§ **WHAT YOU NEED TO DO**
The data below should be restated word for word, pictures omitted.

*** RECORDS TO PROCESS

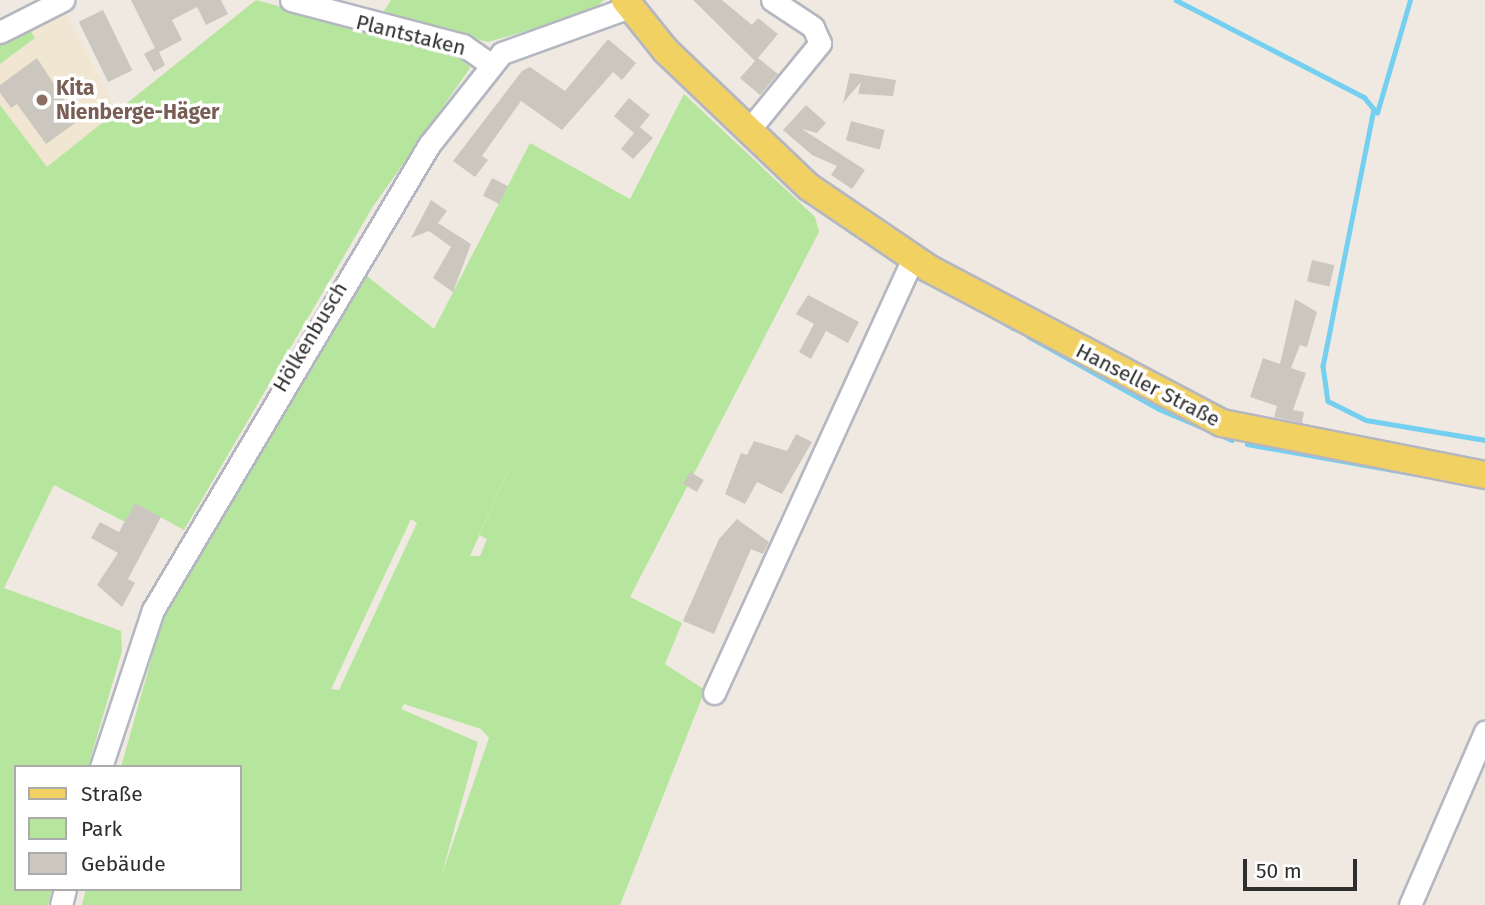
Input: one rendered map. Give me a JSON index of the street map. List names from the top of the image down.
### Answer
{
  "streets": {
    "main road": ["Hanseller Straße"],
    "street": ["Plantstaken", "Hölkenbusch"]
  },
  "crossings": [
    ["Plantstaken", "Hölkenbusch"],
    ["Hölkenbusch", "Hanseller Straße"]
  ],
  "places": ["Kita Nienberge-Häger"],
  "legend": ["Straße", "Park", "Gebäude"],
  "scale_bar": "50 m"
}
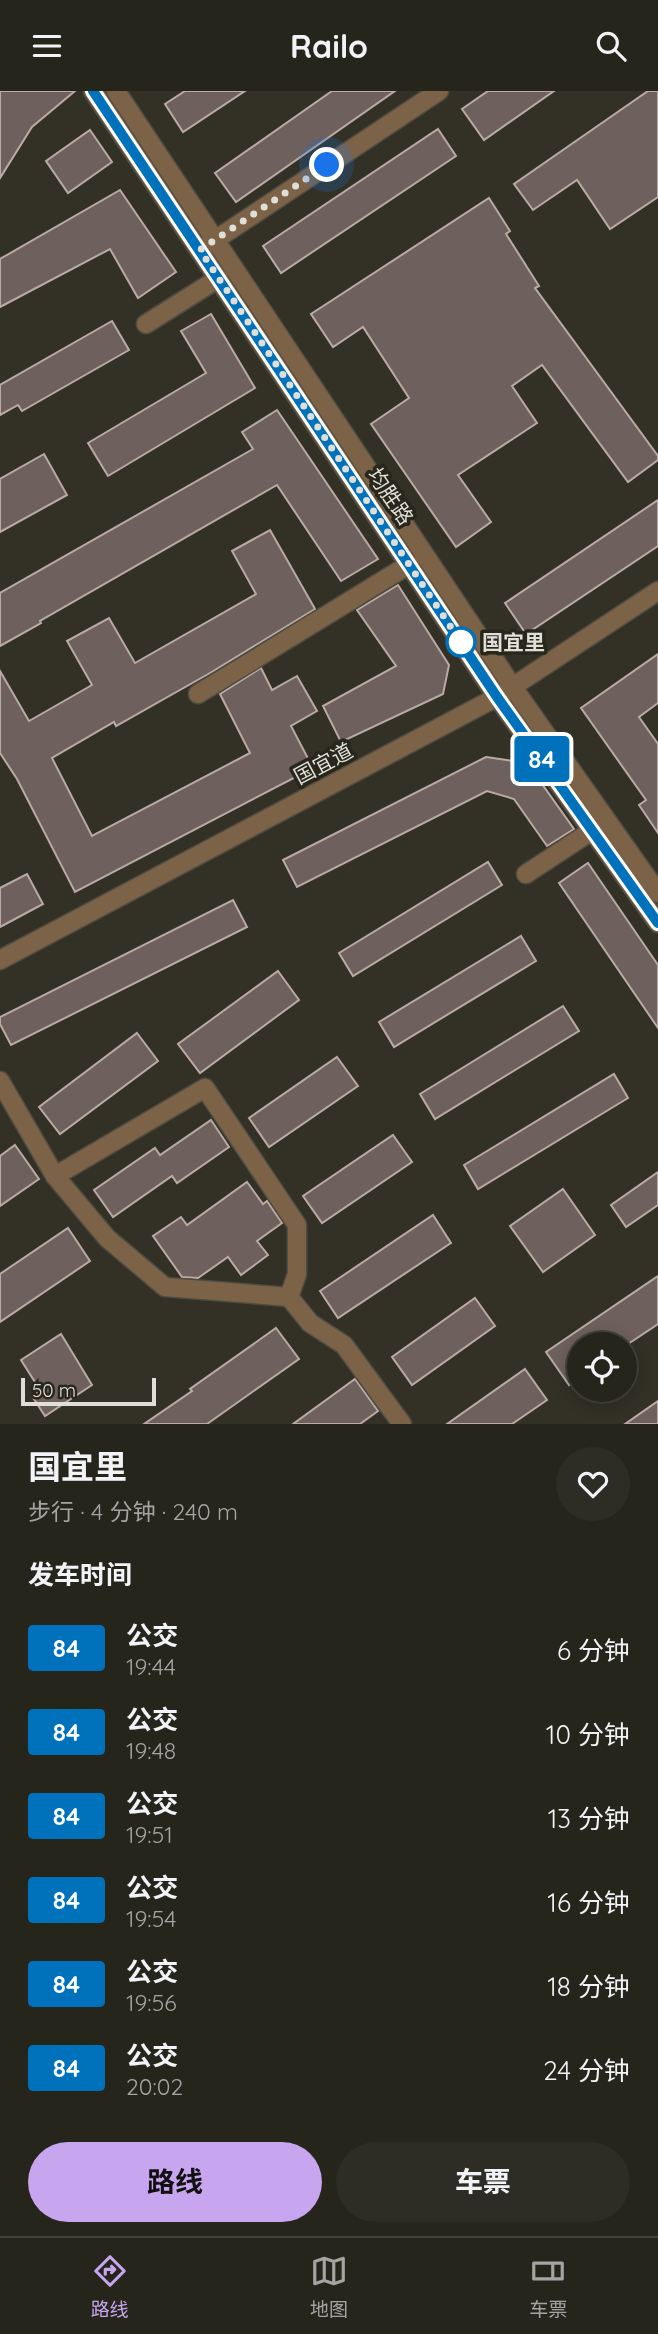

******

§ **WRITTEN RESPONSE**
Input: one rendered map. Give me a JSON index of the street map. List names from the top of the image down.
### Answer
{
  "streets": {
    "main road": ["Hanseller Straße"],
    "street": ["Plantstaken", "Hölkenbusch"]
  },
  "crossings": [
    ["Plantstaken", "Hölkenbusch"],
    ["Hölkenbusch", "Hanseller Straße"]
  ],
  "places": ["Kita Nienberge-Häger"],
  "legend": ["Straße", "Park", "Gebäude"],
  "scale_bar": "50 m"
}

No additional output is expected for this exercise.